Intimidation et harcèlement

L'avocat rapporte par ailleurs que «les médecins et membres du personnel cherchant à dénoncer la situation au CISSS des Îles seraient systématiquement victimes d'intimidation et de harcèlement de la part de certains administrateurs du CISSS», et que de nombreux départs auraient eu lieu au cours des dernières années. 
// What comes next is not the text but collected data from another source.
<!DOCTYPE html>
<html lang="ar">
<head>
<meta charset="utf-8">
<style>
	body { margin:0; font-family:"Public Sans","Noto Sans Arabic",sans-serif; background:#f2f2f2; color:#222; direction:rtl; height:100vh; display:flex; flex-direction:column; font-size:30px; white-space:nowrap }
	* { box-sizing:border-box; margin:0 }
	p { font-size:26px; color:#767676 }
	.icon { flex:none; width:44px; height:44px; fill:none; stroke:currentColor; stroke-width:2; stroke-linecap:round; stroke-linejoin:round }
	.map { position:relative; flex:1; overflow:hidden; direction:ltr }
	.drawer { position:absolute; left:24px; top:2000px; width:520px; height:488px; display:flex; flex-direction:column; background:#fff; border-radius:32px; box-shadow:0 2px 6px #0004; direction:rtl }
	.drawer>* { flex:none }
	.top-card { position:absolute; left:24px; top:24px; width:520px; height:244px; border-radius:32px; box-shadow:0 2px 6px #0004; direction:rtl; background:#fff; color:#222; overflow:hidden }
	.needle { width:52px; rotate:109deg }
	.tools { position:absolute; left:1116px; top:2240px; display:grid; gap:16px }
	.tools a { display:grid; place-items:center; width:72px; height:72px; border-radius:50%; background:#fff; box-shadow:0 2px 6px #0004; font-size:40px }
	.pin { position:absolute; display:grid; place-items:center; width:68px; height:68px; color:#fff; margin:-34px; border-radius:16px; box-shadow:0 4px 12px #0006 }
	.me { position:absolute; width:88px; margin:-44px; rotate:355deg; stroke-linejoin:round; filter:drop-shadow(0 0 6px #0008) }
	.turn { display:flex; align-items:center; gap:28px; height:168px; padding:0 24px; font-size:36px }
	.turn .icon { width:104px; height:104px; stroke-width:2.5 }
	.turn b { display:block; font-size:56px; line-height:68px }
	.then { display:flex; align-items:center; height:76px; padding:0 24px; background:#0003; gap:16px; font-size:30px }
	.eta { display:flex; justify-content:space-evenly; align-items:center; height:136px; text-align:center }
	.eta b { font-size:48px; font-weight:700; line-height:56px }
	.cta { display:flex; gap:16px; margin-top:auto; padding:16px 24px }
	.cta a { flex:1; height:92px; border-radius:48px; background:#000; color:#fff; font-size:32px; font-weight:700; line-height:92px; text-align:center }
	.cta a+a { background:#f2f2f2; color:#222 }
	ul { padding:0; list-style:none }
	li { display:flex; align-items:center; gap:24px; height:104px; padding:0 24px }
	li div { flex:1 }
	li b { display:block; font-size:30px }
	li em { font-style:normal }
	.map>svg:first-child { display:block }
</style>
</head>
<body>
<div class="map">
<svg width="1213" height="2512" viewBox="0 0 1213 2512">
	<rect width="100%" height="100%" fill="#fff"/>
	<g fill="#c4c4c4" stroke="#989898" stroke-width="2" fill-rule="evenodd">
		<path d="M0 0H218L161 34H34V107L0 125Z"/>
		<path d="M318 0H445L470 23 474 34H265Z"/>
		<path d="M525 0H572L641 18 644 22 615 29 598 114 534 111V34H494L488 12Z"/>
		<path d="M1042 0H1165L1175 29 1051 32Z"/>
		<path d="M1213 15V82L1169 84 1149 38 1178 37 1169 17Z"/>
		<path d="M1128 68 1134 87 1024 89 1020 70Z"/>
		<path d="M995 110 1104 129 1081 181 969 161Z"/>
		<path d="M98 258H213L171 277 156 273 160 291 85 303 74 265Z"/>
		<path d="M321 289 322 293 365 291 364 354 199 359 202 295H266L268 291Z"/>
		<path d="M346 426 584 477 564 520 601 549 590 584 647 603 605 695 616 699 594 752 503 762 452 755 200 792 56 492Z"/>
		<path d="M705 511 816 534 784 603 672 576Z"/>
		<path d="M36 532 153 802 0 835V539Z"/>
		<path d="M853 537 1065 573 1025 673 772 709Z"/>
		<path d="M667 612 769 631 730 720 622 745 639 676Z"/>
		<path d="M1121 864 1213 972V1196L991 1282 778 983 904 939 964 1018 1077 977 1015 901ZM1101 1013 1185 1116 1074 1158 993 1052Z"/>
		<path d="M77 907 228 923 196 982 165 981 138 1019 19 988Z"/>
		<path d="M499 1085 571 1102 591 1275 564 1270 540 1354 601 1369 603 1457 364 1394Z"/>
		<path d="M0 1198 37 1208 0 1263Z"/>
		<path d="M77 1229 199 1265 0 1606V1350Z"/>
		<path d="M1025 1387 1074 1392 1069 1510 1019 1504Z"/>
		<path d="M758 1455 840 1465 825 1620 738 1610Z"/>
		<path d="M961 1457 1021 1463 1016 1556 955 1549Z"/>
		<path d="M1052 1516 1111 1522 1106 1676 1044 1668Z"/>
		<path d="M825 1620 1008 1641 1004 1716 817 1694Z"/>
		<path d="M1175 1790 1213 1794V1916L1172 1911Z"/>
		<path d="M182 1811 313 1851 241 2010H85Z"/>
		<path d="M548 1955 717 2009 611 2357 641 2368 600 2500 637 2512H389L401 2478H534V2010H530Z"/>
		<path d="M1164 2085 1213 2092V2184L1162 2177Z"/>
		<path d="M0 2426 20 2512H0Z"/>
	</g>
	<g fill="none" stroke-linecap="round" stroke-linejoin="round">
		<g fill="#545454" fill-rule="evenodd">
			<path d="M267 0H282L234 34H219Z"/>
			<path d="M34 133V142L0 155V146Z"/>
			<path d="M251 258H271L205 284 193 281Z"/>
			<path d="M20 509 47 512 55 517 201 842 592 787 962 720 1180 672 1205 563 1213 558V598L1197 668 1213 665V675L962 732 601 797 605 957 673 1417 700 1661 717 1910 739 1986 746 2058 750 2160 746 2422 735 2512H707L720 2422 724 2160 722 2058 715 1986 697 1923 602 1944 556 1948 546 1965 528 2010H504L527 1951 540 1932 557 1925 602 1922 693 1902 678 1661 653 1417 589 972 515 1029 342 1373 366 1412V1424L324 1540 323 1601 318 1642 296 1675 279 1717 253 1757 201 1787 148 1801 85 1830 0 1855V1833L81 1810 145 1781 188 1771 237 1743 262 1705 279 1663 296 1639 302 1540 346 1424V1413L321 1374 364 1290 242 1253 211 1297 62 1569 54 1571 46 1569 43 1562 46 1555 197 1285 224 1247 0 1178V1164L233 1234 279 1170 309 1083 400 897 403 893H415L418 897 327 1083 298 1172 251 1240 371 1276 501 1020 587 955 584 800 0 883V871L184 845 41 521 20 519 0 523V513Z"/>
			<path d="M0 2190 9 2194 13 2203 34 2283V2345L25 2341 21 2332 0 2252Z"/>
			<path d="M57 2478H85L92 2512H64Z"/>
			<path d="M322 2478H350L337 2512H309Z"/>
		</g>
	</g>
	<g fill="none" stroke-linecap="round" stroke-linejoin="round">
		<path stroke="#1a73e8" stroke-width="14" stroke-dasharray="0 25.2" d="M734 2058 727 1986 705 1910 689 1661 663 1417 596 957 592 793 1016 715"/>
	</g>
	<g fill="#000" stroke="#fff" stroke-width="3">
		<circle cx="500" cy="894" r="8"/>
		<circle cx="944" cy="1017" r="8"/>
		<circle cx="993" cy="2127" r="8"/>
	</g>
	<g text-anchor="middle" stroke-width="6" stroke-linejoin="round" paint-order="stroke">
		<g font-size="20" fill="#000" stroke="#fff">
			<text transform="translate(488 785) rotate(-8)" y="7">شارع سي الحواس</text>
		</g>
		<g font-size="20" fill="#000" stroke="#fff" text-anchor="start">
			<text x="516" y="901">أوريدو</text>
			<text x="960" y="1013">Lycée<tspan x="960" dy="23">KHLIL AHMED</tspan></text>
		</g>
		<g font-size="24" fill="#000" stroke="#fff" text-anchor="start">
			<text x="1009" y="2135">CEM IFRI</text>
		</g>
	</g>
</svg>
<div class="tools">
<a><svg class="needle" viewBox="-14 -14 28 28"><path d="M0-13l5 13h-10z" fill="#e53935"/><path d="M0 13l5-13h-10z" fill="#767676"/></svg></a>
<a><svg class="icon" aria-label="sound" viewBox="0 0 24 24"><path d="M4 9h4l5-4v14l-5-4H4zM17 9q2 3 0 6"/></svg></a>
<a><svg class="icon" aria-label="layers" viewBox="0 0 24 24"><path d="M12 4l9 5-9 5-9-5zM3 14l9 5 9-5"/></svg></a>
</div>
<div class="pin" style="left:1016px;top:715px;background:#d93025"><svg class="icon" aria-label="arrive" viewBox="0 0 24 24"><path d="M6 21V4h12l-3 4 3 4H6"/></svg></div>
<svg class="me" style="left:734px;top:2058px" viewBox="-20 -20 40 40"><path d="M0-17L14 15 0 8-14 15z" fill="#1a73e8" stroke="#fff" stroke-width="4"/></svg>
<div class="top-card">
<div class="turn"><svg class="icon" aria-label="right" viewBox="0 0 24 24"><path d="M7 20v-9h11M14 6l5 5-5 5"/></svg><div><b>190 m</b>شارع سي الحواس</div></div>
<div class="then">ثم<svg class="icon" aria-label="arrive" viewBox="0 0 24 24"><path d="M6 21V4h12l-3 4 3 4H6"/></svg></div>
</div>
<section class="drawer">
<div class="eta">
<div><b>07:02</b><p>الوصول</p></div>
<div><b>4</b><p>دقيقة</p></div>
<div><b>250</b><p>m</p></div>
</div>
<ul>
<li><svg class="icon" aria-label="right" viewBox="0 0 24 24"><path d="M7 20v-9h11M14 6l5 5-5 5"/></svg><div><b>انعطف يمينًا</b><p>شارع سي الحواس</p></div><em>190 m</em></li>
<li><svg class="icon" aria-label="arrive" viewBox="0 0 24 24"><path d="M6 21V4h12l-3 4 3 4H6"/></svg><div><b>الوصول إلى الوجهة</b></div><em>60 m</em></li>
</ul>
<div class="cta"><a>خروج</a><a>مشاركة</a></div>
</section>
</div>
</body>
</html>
Selon Me Ménard, des pratiques administratives «dysfonctionnelles» mettraient en danger la sécurité des patients desservis par le CISSS des Îles, en plus de contrevenir à leurs droits. «Il est de votre responsabilité, de par votre mandat de protection du public, d'enquêter sur cette situation et d'apporter les ajustements nécessaires de façon urgente», presse l'avocat dans sa lettre au sous-ministre Bureau.

Le Soleil a tenté d'obtenir commentaires et explications de la part de l'administration du CISSS des Îles, jeudi, sans succès. Le porte-parole, Philippe-Simon Laplante, nous a néanmoins mentionné que la délégation visitait le CISSS «à la demande de l'établissement et de l'équipe médicale».